# Hobie inflatable amas/sidekicks



## roller (Jun 18, 2009)

Hi have any of you guys put these blow up jobs on an adventure? was it worth it? were you pleased with them? any info would be good,I'm thinking about putting them on my Yak when it gets here..

All the best

Roller


----------



## Rhino (Dec 17, 2007)

A guy from my local area bought a Revo and sail kit. He tipped it twice under sail and was going to sell it. I put it in the for sale section for him on this forum. Anyway, after finding a buyer for him, he changed his mind and decided to try the sidekicks first. I saw him packing up the other day and stopped for a chat. He loves the side kicks and is keeping his yak. ;-)


----------



## Orange (Aug 31, 2008)

Hi Roller,

We have sidekicks on our Outfitter, just for extra stability when sailing. SUV has just fitted sidekicks to his Outback as well, also for sailing.
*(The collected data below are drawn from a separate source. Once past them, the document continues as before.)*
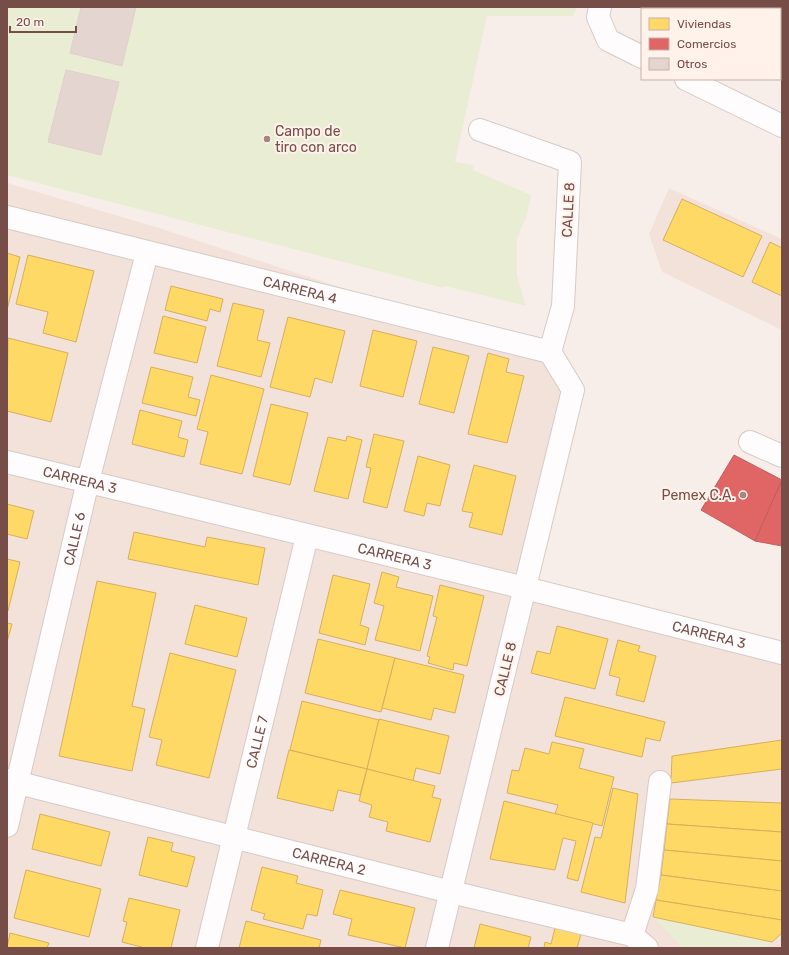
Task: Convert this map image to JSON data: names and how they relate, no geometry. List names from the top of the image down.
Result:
{
  "streets": {
    "street": [
      "CALLE 8",
      "CARRERA 4",
      "CARRERA 3",
      "CALLE 6",
      "CALLE 7",
      "CARRERA 2"
    ]
  },
  "crossings": [
    ["CALLE 8", "CARRERA 4"],
    ["CALLE 8", "CARRERA 3"],
    ["CALLE 8", "CARRERA 2"],
    ["CARRERA 4", "CALLE 6"],
    ["CARRERA 3", "CALLE 6"],
    ["CARRERA 3", "CALLE 7"],
    ["CALLE 6", "CARRERA 2"],
    ["CALLE 7", "CARRERA 2"]
  ],
  "places": ["Campo de tiro con arco", "Pemex C.A."],
  "legend": ["Viviendas", "Comercios", "Otros"],
  "scale_bar": "20 m"
}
We have found them to be really good. They don't get in the way when fishing either, they just make the yak that little bit more stable in the rough conditions as well.

Cheers,
Georgia ;-)


----------



## roller (Jun 18, 2009)

Thanks I think I'll order them for my Adventure, that is unless I get the Adventure Island...


----------



## Astro (Nov 27, 2006)

roller said:


> Thanks I think I'll order them for my Adventure, that is unless I get the Adventure Island...


get the AI


----------



## FISHPEDDLER (May 12, 2007)

I've got a set on my Hobie Outback and I reackon they're great. Although I never tipped the yak before fitting, I nearly did once in rough weather at night trying to pull in an anchor and another time had a playful seal nearly capsize me. With the sidekicks on I think it would be nearly impossible to tip and now I can walk along the kayak from end to end and at times sight cast standing up. Things like a call of nature no longer require the skills of a circus balancer. As far as slowing the speed of the kayak down, it probably does a bit, but not enough to really notice the difference. Cheers Paul


----------



## Del (Jun 23, 2009)

are these available for all of the hobie range?


----------



## roller (Jun 18, 2009)

Del said:


> are these available for all of the hobie range?


Thats what I would like to know, are the sidekicks compatible with the Adventure


----------



## YakN00b (Jun 9, 2008)

roller said:


> Del said:
> 
> 
> > are these available for all of the hobie range?
> ...


Seeingas the Adventure Islander comes with ama's and a sail I would think so


----------



## Del (Jun 23, 2009)

i have a Quest lined up.. so was curious for a bit more stability..


----------



## FISHPEDDLER (May 12, 2007)

I don't see any reason why the Hobie sidekicks couldn't be fitted to any kayak. I'm sure any of the dealers would be happy to discuss it. Cheers Paul


----------



## roller (Jun 18, 2009)

FISHPEDDLER said:


> I don't see any reason why the Hobie sidekicks couldn't be fitted to any kayak. I'm sure any of the dealers would be happy to discuss it. Cheers Paul


The dealers in the UK are useless.......


----------



## Ranger (May 31, 2008)

Del said:


> i have a Quest lined up.. so was curious for a bit more stability..


A Quest feallah? Nice kayak! :lol:

I'm getting a pair for the Outback also, so's I can stand (maybe even bowfish from it). Have a chat with Kym at Binks Marine West Beach.


----------



## Del (Jun 23, 2009)

yeah a quest... ya know much bout them????

LOL

yeah id love a bit more stability if i hit open water. would def be an advantage!


----------



## Feral (Oct 18, 2008)

How about a photo or link to a photo of them? Got me interested for my father who is a bit nervous on his yak. (having fallen out of his canoe several times!)


----------



## Ranger (May 31, 2008)

Page 8, just under the Turbo fins:
http://www.hobiecat.com/media/pdf/e2008 ... yak_PA.pdf


----------



## Feral (Oct 18, 2008)

Ta for that. They look ok, dunno if I am game to ring up and ask how much though!


----------



## Sunhobie (Jun 22, 2006)

The sidekicks can be attached to any sit-on kayak which has a suitable mounting surface (usually behind the seating position. The mounting point needs to be solid- like a reinforced gunwale, (not just a flat thin deck area).
They have some height adjustment, but not enough to make them useable on a high-sided craft like a canadian canoe.
They are inflatable, so therefore can be dismantled and stowed inside until required.
You wouldn't need them on a Quest unless you want to stand up with confidence.


----------



## Ranger (May 31, 2008)

Feral said:


> They look ok, dunno if I am game to ring up and ask how much though!


My dealer quoted me a little more than $250, but a little less than $280.


----------



## SPRIKE (Apr 24, 2009)

Mclean Outdoors list them for $283.00 :shock:. They also mention a mounting kit for $56.50 :? 
http://www.macleanoutdoors.com.au/sail_sidekick.htm. They seem pretty happy to help and offer advice :lol: in a nice way.


----------



## samw (Jul 1, 2009)

Try this http://www.hobiecat.com/kayaking/access ... ekick.html


----------



## samw (Jul 1, 2009)

Sorry didnt read last few posts


----------